EXERCISE DETAILS:
From the opening line of the records through the line bearing "2px #3c3a36) drop-shadow(0", set down every line exactly.
(DATA IN THIS EXERCISE begins)
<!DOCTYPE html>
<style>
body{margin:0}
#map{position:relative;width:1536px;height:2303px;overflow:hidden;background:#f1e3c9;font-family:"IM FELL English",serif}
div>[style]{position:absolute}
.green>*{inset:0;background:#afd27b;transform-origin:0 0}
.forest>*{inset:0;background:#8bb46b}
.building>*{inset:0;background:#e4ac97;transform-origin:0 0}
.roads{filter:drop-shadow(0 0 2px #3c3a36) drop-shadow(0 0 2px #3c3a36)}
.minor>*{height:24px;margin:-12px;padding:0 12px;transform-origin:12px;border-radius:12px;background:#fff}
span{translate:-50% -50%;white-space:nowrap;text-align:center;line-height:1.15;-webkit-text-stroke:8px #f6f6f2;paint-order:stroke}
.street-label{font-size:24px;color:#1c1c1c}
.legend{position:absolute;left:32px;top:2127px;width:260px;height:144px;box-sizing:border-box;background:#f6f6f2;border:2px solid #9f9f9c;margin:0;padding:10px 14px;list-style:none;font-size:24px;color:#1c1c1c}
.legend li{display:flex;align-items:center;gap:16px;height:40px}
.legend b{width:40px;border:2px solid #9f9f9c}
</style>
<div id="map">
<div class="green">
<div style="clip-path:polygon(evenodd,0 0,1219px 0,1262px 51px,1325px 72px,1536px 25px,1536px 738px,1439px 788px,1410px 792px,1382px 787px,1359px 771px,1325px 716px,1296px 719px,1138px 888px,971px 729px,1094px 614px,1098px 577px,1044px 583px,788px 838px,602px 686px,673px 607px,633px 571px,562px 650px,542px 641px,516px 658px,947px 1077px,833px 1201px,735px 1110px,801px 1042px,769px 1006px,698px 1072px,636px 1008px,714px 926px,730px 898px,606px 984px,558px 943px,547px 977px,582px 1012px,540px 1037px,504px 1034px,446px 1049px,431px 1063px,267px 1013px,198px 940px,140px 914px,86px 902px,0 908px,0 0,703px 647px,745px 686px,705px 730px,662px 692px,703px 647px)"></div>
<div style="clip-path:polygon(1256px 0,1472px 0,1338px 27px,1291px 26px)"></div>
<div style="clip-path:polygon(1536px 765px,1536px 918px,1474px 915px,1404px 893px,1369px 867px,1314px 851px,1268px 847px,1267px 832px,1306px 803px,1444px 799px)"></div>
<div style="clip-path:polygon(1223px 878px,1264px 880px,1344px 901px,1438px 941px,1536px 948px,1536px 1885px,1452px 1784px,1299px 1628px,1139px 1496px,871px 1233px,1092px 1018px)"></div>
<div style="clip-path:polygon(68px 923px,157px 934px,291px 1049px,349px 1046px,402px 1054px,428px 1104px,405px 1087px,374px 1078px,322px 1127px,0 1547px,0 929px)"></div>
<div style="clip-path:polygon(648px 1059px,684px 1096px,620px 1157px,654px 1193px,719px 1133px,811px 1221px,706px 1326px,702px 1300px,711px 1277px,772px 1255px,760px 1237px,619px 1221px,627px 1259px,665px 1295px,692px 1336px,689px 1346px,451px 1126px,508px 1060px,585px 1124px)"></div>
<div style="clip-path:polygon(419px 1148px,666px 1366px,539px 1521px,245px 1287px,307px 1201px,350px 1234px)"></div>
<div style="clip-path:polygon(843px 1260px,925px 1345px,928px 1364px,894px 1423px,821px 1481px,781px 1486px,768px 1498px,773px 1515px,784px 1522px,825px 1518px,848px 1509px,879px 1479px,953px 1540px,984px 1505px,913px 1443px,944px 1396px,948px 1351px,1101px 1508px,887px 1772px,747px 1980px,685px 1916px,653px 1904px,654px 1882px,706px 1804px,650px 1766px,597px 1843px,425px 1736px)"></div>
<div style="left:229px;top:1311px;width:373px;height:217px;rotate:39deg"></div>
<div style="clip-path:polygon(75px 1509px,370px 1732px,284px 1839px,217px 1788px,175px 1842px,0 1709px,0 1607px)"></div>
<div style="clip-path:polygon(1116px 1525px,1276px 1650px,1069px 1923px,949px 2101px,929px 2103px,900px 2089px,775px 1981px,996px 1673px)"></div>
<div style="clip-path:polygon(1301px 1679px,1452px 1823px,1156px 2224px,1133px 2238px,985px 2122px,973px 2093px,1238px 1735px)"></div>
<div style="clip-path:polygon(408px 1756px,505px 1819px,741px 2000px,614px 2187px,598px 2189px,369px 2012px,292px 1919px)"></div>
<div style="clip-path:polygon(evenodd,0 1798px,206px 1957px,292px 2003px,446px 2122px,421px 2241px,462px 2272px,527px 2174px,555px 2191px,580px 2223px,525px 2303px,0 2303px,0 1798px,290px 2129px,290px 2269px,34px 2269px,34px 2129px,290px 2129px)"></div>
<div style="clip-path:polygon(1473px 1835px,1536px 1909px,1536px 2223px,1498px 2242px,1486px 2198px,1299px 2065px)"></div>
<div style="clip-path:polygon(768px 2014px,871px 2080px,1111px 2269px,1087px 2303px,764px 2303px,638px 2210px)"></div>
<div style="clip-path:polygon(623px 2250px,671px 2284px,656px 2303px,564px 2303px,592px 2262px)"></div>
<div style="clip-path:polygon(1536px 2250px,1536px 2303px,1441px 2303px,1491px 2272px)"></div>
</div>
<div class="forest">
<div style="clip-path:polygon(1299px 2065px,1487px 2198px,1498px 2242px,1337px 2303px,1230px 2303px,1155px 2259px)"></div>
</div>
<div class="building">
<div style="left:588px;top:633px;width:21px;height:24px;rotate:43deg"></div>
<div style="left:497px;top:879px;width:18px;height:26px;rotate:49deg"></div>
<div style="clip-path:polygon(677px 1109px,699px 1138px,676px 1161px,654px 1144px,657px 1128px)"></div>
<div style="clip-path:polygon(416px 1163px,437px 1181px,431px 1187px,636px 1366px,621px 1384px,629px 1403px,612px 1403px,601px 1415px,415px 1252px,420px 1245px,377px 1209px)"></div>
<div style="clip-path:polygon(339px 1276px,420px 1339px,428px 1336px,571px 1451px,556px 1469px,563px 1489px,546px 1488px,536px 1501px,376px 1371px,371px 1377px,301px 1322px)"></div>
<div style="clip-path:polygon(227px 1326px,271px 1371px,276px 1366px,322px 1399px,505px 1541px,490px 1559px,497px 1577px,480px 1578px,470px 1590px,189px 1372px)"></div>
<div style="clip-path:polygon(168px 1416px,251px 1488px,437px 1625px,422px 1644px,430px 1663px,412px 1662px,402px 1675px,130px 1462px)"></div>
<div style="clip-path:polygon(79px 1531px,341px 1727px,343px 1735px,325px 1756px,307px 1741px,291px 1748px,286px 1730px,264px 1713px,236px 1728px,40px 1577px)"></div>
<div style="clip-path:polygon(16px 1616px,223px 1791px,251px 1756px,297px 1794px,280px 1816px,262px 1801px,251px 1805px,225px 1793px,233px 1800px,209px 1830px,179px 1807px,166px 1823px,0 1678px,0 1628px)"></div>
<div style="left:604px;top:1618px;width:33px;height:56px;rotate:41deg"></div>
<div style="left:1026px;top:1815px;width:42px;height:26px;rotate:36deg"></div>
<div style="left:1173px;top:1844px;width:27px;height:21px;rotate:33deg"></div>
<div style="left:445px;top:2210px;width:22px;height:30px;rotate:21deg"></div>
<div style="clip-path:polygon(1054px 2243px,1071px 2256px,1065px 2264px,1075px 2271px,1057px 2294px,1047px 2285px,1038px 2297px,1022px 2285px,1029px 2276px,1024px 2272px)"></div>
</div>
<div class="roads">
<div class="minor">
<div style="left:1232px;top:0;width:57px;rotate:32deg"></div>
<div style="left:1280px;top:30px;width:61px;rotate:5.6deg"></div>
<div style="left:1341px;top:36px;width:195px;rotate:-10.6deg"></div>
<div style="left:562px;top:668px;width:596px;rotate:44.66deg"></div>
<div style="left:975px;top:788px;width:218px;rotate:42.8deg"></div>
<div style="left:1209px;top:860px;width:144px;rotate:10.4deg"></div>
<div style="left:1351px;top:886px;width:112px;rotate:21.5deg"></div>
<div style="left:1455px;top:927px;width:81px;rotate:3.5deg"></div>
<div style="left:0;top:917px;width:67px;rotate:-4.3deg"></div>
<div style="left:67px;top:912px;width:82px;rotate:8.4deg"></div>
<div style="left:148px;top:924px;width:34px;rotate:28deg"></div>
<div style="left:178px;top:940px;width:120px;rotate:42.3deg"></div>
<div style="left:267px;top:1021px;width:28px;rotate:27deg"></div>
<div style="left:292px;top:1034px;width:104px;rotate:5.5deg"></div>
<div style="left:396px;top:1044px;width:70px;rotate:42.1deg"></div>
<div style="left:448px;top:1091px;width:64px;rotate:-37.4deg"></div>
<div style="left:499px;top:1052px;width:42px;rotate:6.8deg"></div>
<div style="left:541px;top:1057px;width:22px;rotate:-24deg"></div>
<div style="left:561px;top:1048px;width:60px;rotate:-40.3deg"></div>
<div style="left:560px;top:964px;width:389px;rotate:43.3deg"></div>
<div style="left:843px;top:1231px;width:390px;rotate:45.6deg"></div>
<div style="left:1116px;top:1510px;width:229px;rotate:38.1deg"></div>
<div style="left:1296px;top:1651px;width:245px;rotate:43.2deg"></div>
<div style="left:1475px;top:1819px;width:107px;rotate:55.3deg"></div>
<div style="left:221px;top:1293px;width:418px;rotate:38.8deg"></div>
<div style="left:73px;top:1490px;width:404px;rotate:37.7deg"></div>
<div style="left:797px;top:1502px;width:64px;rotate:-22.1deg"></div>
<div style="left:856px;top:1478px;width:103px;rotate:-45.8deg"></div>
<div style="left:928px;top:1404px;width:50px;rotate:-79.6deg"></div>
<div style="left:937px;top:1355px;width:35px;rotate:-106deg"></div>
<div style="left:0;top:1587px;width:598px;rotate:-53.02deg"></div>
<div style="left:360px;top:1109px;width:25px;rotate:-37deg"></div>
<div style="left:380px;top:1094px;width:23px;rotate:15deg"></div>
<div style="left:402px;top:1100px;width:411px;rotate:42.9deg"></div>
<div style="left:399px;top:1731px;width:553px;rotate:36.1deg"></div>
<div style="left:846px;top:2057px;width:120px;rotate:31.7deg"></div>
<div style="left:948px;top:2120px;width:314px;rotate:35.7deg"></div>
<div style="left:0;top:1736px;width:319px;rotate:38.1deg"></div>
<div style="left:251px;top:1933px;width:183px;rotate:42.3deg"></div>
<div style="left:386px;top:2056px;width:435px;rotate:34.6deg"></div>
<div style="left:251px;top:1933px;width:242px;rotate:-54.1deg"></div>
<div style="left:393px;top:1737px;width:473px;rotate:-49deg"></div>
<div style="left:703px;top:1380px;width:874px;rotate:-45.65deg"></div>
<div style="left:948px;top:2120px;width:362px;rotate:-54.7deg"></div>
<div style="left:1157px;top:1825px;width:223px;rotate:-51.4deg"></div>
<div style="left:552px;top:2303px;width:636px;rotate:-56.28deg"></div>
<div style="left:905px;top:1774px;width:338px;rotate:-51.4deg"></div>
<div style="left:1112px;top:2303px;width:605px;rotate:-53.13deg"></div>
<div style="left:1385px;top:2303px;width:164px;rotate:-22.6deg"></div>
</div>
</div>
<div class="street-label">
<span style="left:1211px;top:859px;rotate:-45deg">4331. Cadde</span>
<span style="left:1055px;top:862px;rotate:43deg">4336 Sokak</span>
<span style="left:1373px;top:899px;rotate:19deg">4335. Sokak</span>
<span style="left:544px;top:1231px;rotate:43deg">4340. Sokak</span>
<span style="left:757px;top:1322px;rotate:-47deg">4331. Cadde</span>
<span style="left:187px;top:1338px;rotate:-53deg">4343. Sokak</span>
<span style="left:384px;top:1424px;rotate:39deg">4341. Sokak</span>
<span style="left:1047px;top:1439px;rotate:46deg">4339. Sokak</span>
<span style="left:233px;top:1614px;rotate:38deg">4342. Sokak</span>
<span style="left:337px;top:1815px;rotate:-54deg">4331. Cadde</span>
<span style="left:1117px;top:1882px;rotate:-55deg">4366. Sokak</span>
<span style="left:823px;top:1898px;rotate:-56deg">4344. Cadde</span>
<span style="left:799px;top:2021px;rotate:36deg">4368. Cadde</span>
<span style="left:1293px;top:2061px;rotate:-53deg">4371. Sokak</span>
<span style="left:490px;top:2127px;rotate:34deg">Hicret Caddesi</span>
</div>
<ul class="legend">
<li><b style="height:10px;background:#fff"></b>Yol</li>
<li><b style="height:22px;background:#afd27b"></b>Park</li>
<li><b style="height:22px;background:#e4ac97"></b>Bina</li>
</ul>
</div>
(DATA IN THIS EXERCISE ends)
SOLUTION TO THE PROBLEM:
<!DOCTYPE html>
<style>
body{margin:0}
#map{position:relative;width:1536px;height:2303px;overflow:hidden;background:#f1e3c9;font-family:"IM FELL English",serif}
div>[style]{position:absolute}
.green>*{inset:0;background:#afd27b;transform-origin:0 0}
.forest>*{inset:0;background:#8bb46b}
.building>*{inset:0;background:#e4ac97;transform-origin:0 0}
.roads{filter:drop-shadow(0 0 2px #3c3a36) drop-shadow(0 0 2px #3c3a36)}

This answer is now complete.